Wealth among Asia-Pacific millionaires may top North America’s as soon as next year as Japanese economic growth boosts investor returns in the country, a report by Cap Gemini SA and Royal Bank of Canada showed.
Asians with at least $1 million in investable assets are expected to see their riches climb to $15.9 trillion by 2015 from $12 trillion last year, according to the 2013 Asia-Pacific Wealth report, released today. North American high net-worth individuals held $12.7 trillion in 2012.
Japan, the world’s best-performing major stock market this year, accounts for more than half of Asia’s millionaires and will drive regional prosperity as Prime Minister Shinzo Abe’s economic stimulus policies aim to reverse 15 years of deflation, the report showed. The country last year posted a 5.2 percent expansion in millionaire wealth, the slowest among 18 Asian countries tracked in the study.
“Despite its lackluster growth in recent years, Japan remains a strong force in the market,” the report stated. Improved market prospects may encourage rich Japanese “to shift their asset allocation from cash to equities, spurring further wealth growth in mature Asia.”
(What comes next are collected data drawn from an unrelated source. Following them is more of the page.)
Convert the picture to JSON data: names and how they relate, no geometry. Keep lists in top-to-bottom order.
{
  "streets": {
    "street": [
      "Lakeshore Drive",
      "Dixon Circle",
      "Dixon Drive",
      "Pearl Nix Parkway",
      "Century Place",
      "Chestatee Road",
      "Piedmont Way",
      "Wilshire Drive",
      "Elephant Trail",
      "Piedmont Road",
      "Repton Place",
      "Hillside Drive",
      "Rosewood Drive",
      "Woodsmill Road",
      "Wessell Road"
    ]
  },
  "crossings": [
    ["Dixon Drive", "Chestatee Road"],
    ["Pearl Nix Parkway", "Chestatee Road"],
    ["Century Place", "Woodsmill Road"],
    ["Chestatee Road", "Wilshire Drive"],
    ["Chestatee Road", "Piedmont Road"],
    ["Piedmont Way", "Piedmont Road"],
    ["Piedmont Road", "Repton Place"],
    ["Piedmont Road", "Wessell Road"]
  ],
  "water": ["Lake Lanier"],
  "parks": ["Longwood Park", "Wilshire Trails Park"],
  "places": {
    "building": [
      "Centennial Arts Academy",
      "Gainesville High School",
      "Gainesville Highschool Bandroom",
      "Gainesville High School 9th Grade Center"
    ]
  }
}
Asia-Pacific millionaires expanded their assets at an annual rate of 4.9 percent in the five years to 2012, three times faster than expansion in North America, home to the largest concentration of millionaire wealth, according to the report.
The number of high net-worth individuals in the Asia-Pacific region grew 9.4 percent to 3.68 million last year, slipping to second behind North America, which rose 11.5 percent from a year earlier to 3.73 million, according to the 17th annual World Wealth Report published in June.
Asia-Pacific’s slower millionaire population increase last year is expected to be temporary and it will reclaim the top spot as early as 2014, today’s report showed.